▸ **DATASET**
^^^^^^^^
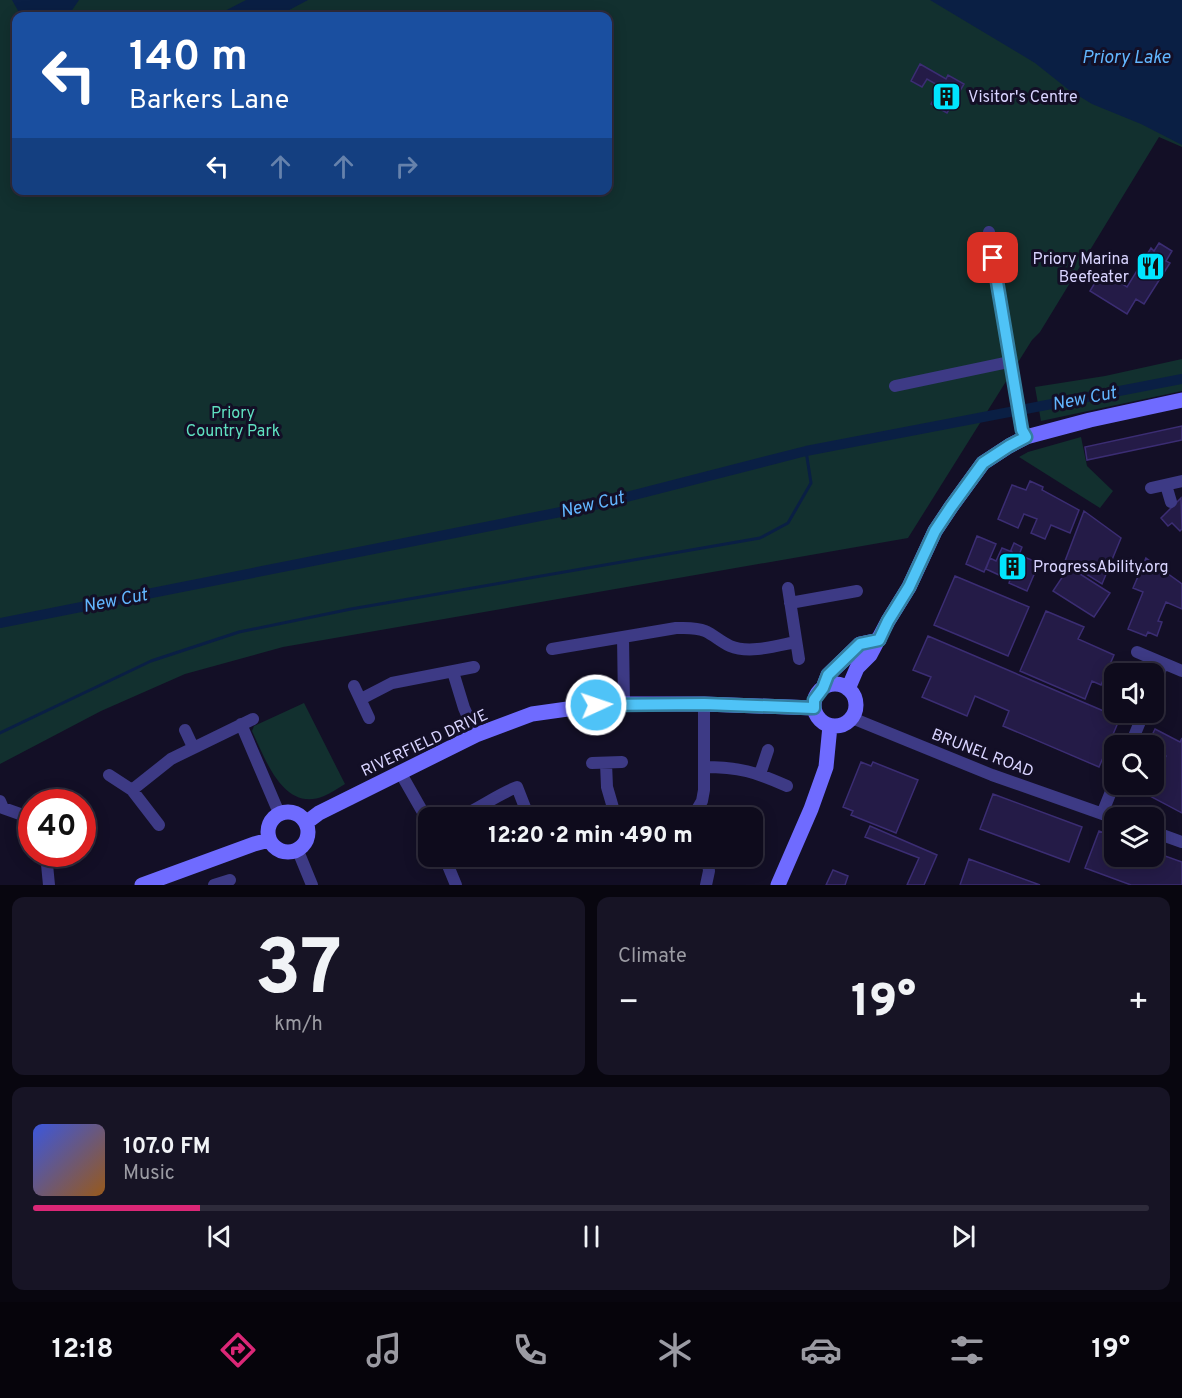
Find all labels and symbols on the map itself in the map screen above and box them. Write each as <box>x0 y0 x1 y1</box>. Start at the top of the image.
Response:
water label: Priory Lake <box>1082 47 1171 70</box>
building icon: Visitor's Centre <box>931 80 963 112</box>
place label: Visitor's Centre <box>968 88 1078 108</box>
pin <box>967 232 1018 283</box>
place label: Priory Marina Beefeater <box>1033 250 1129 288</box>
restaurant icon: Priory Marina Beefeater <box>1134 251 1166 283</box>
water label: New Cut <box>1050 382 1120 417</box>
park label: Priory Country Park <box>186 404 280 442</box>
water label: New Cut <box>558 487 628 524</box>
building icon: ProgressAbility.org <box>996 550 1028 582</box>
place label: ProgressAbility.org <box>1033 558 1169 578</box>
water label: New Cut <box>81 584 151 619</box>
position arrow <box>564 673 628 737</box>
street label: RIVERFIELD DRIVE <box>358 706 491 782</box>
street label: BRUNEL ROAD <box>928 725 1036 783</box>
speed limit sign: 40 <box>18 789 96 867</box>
^^^^^^^^
▸ **YOUR TASK**
As you output the material, omit the pictures but alter nothing else.

▸ **EXERCISE RESULT**
Find all labels and symbols on the map itself in the map screen above and box them. Write each as <box>x0 y0 x1 y1</box>. Start at the top of the image.
Response:
water label: Priory Lake <box>1082 47 1171 70</box>
building icon: Visitor's Centre <box>931 80 963 112</box>
place label: Visitor's Centre <box>968 88 1078 108</box>
pin <box>967 232 1018 283</box>
place label: Priory Marina Beefeater <box>1033 250 1129 288</box>
restaurant icon: Priory Marina Beefeater <box>1134 251 1166 283</box>
water label: New Cut <box>1050 382 1120 417</box>
park label: Priory Country Park <box>186 404 280 442</box>
water label: New Cut <box>558 487 628 524</box>
building icon: ProgressAbility.org <box>996 550 1028 582</box>
place label: ProgressAbility.org <box>1033 558 1169 578</box>
water label: New Cut <box>81 584 151 619</box>
position arrow <box>564 673 628 737</box>
street label: RIVERFIELD DRIVE <box>358 706 491 782</box>
street label: BRUNEL ROAD <box>928 725 1036 783</box>
speed limit sign: 40 <box>18 789 96 867</box>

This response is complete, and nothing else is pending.